Urizar filed for a certiorari with the Supreme Court in December 2018, asking the court to review the 5th Circuit’s decision. This petition was granted in June 2019. “We requested certiorari stating that Guerrero-Lasprilla was asking the federal court to review a legal question, and at worst, he presented mixed questions,” Urizar said. “Mixed questions involve the application of law to undisputed facts, essentially a reviewable legal question.”
One of Urizar’s law partners has a similar case, and the Supreme Court has combined the two cases in its review. The second client was deported under a different law, but “both bring up different views of the argument. Regardless, both are purely legal questions. This is the only way back for our clients.”
Life for Urizar changed quickly once his case was accepted by the high court. “After it was accepted, we started getting lots of phone calls and emails from firms all over the country. They wanted the honor of providing their expertise on the case.”
They decided to work with Paul Hughes, co-chair of the Supreme Court and Appellate Practice Group at McDermott Will & Emery in Washington, D. C. “He has argued before the Supreme Court many times,” said Urizar. The original petition was entirely the work of Urizar and his partner; however, from this point on, Hughes “is helping with everything. He has assembled an impressive team to help us on this case.”
The entire process has been a learning experience, Urizar said. “Less than 1 percent of cases go forward after the distribution stage.” His proceeded to a second conference and was accepted from there. “Once accepted, we had to prepare for argument – flesh out the briefing.”
Born in California, Urizar was raised in Miami. His parents were immigrants from Nicaragua and Guatemala, who each became U.S. citizens. He graduated from Florida International University with a degree in international business.
He had applied and been accepted by some law schools, but a representative from Washington and Lee invited him to campus for an interview. “No other law school did that,” he said. Although he was “shocked” by the difference between Lexington and his hometown, he decided W&L was a place that he could “bury myself in study.” He thought it was “inviting, and really cool. Just different from what I have experienced coming from large cities.”
He returned to Miami after law school, working for a firm that primarily garnisheed wages for Bank of America. He soon realized this wasn’t for him and found a job on South Beach with a firm that was doing immigration law. “I was falling in love with it,” he remembers.
After a stint at another firm working on appeals, he and a friend opened their own immigration law firm, Prada Urizar PLLC, “in a small office with one window.” They have grown to three partners, 10 employees and a much larger office space. “We love what we do. It’s stressful, but I wouldn’t change it.”
Immigration law is all about changing peoples’ lives. “It gives you a purpose – helping someone keep a family member in the United States,” said Urizar. “It’s horrible to see someone deported.”
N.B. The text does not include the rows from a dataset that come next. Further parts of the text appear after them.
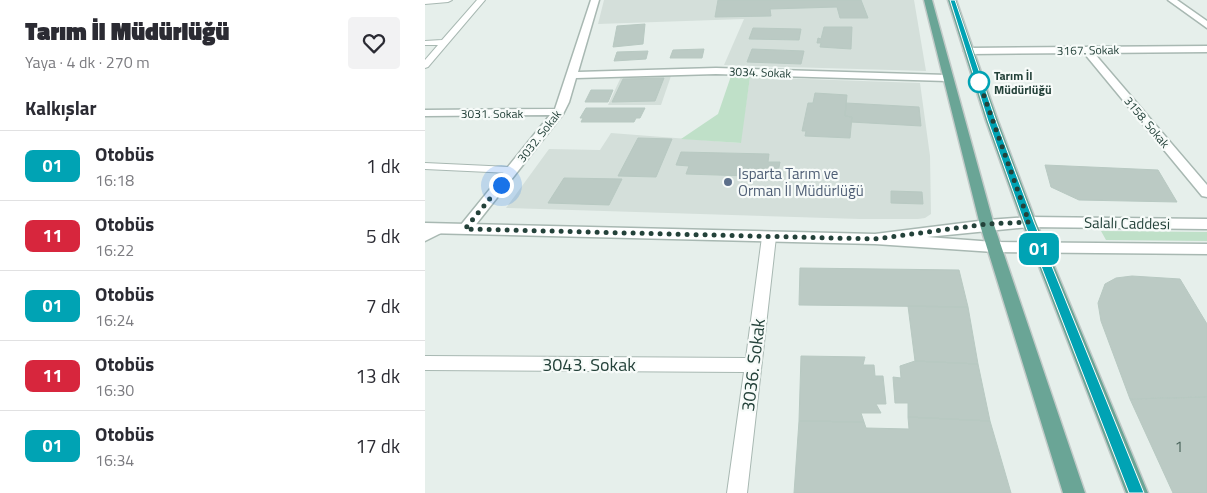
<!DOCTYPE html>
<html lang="tr">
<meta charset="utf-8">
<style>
:root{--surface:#fff;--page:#f2f2f3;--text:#2b2b33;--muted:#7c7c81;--line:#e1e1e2}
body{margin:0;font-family:"Titillium Web",sans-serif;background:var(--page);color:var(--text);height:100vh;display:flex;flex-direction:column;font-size:19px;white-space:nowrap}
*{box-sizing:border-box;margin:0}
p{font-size:16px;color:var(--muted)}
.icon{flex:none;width:28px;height:28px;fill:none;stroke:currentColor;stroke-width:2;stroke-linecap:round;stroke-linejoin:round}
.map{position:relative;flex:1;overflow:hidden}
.panel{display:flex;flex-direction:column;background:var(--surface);width:425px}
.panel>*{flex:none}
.badge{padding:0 10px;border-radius:8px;font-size:18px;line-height:32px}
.you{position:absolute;width:25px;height:25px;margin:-12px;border:4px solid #fff;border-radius:50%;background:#1a73e8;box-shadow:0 0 0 8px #1a73e833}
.map>.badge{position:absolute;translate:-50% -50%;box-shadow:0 0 0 2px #fff}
h2{padding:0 25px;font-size:19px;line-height:45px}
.round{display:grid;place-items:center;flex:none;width:52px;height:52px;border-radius:5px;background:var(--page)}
.overview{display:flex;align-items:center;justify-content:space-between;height:85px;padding:0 25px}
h1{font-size:24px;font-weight:800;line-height:38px}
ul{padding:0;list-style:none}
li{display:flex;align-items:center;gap:15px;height:70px;padding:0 25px;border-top:1px solid var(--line)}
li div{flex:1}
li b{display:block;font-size:19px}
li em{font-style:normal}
li .badge{min-width:55px;font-weight:700;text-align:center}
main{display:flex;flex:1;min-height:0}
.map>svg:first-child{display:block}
.built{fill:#d4dfda}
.green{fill:#bfe0c8}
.building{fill:#bbcac4;stroke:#b8c9c2}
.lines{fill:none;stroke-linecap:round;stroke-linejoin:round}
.service-casing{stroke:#a8b8b2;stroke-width:2}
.minor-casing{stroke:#a8b8b2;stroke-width:3}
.tertiary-casing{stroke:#a8b8b2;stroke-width:3}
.primary-casing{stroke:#c2cac8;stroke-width:3}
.service{fill:#fff;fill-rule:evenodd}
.minor{fill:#fff;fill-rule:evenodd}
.tertiary{fill:#fff;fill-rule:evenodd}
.primary{fill:#6aa596;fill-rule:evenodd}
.line{fill:#00a3b4;stroke:#fff}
.walk{stroke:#24423a;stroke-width:5;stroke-dasharray:0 9}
.stop-dot{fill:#fff;stroke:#00a3b4;stroke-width:2.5}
.service-dot{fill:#5c6f8a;stroke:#f7fbf9;stroke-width:2}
.labels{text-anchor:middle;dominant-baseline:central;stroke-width:4.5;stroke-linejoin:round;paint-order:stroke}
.far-street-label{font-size:12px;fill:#24423a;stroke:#f7fbf9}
.far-stop-label{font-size:12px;font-weight:bold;fill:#24423a;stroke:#f7fbf9;text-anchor:start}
.service-label{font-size:15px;fill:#4e5e75;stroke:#f7fbf9;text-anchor:start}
.street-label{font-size:15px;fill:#24423a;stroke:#f7fbf9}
.near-number-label{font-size:15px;fill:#4a645c}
.near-street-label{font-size:18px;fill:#24423a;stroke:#f7fbf9}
</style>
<main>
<section class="panel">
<div class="overview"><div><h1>Tarım İl Müdürlüğü</h1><p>Yaya · 4 dk · 270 m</p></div><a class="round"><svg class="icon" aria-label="heart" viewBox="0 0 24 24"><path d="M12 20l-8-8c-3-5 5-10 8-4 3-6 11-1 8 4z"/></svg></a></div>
<h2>Kalkışlar</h2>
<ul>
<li><span class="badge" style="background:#00a3b4;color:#fff">01</span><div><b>Otobüs</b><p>16:18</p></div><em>1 dk</em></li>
<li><span class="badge" style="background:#d7263d;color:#fff">11</span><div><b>Otobüs</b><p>16:22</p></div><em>5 dk</em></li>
<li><span class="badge" style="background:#00a3b4;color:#fff">01</span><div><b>Otobüs</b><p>16:24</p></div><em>7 dk</em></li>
<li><span class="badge" style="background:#d7263d;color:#fff">11</span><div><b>Otobüs</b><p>16:30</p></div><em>13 dk</em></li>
<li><span class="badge" style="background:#00a3b4;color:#fff">01</span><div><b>Otobüs</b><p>16:34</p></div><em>17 dk</em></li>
</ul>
</section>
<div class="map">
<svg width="782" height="493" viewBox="0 0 782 493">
<rect width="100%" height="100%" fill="#e6efeb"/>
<path class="built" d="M179 0H489L501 71 299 65 319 19 173 24Z
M246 76 236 105H183L196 77Z
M325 77 495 83 505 156 506 214 500 218 493 219H435L81 208 124 149 175 150 186 133 315 143Z"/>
<path class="green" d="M306 76 325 77 316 143 256 139 293 114Z
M676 231 782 232V241L681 240Z"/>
<path class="building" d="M293 0H436L443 18H415L412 7 345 9 346 16 290 17Z
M220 24 218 44 188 47 192 26Z
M399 27H427L426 49 395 47 396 43H392L393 38 396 39Z
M328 28 376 29 374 40 324 39Z
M279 49 277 58H245L248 50Z
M327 49 379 51 376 64 322 62Z
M223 51 221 59 189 61 192 52Z
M239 78 230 101 187 102 198 79Z
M166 90H188L183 102H160Z
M390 93 422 95 420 116 427 117 425 138 380 136 381 131H377L383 103H388Z
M421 103 494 107 496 126 426 122 427 117 420 116Z
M161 108H220L215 118H211L209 122H156L158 118H155Z
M213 138 247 139 231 177 193 176Z
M256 152 344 154 343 162H355L352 177 261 174 264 166 251 165Z
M620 165 733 170 752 202 654 200 626 187Z
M139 178 197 179 184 205 123 203Z
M466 191 497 192 498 204 466 203Z
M375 268 534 270 543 307 374 305Z
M707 276 755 279 782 324V397L705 399 676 321 673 303 680 284 691 278Z
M483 306 543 307 553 364 490 361Z
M376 356 440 357 438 365H449L450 376H458L461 404H451L456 413H436L439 422 374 421Z
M490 361 553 364 565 421 483 417V403H470L468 377 476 378 475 366Z
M782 397V493H748L705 399Z
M483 417 565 421 586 493H369L374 421 439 422 441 428 484 429Z"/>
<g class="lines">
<g class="service-casing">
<path id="service" d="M0 0H27L23 2 0 4Z
M52 0H60L3 67 0 68V60L13 45H0V41L17 40Z
M0 163 87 167 93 170 87 173 0 169Z
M344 232 349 234 351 237 322 493H302L319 372 0 370V356L321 358 337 237 339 234Z"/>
</g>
<g class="minor-casing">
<path id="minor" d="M166 0H174L153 72 291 68 522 75 527 78 522 81 291 74 151 78 144 102 138 114 45 232H35L33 229 35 226 125 115 0 116V110L130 109Z
M743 0H752L782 21V28Z
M782 46V52L669 53 782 185V197L777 196 659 53 544 54 539 51 544 48Z
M13 224 18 226 20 229 18 232 0 241V230Z"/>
</g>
<g class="tertiary-casing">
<path id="tertiary" d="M604 217 782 219V229L604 227 502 237 569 242 782 244V254L569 252 450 244 0 233V223L450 234 562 220Z"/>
</g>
<g class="primary-casing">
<path id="primary" d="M499 0H507L569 225 660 493H638L555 225Z
M523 0H531L573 121 611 222 723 493H701L597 222 561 121Z"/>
</g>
<use href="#service" class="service"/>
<use href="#minor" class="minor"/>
<use href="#tertiary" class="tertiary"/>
<use href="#primary" class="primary"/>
</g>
<path class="line" d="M525 0H530L571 121 609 222 719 493H704L599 222 563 121Z"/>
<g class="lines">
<path class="walk" d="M76 185 40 229 450 239 562 224 604 222 554 82"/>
</g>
<circle class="stop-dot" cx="554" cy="82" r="10"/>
<circle class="service-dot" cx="303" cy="182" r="5"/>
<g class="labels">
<g class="far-street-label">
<text transform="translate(663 50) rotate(-1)">3167. Sokak</text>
<text transform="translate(335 72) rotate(2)">3034. Sokak</text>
<text x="67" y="113">3031. Sokak</text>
<text transform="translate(722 122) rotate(50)">3158. Sokak</text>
<text transform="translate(114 136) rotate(-52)">3032. Sokak</text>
</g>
<g class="far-stop-label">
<text x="569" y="75">Tarım İl<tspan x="569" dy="14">Müdürlüğü</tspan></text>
</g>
<g class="service-label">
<text x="313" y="173">Isparta Tarım ve<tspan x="313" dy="17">Orman İl Müdürlüğü</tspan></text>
</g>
<g class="street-label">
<text transform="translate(702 223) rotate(1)">Salalı Caddesi</text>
</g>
<g class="near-number-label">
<text x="754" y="446">1</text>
</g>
<g class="near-street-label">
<text x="164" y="364">3043. Sokak</text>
<text transform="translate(328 365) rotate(-83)">3036. Sokak</text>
</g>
</g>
</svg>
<div class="you" style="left:76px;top:185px"></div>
<b class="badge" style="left:614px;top:249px;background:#00a3b4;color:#fff">01</b>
</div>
</main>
Now married with children 2 years old and 6 weeks, Urizar saw how hard his divorced mother worked to care for four children. “She was a bank teller and a real estate agent. She worked hard and did very well in raising us.”
Urizar feels proud to be where he is now. He wishes his mother could see him before the Supreme Court, but unfortunately, she passed away recently. “My parents came here for a reason. It would be terrible for me to not recognize that. I want to prove it wasn’t done in vain.”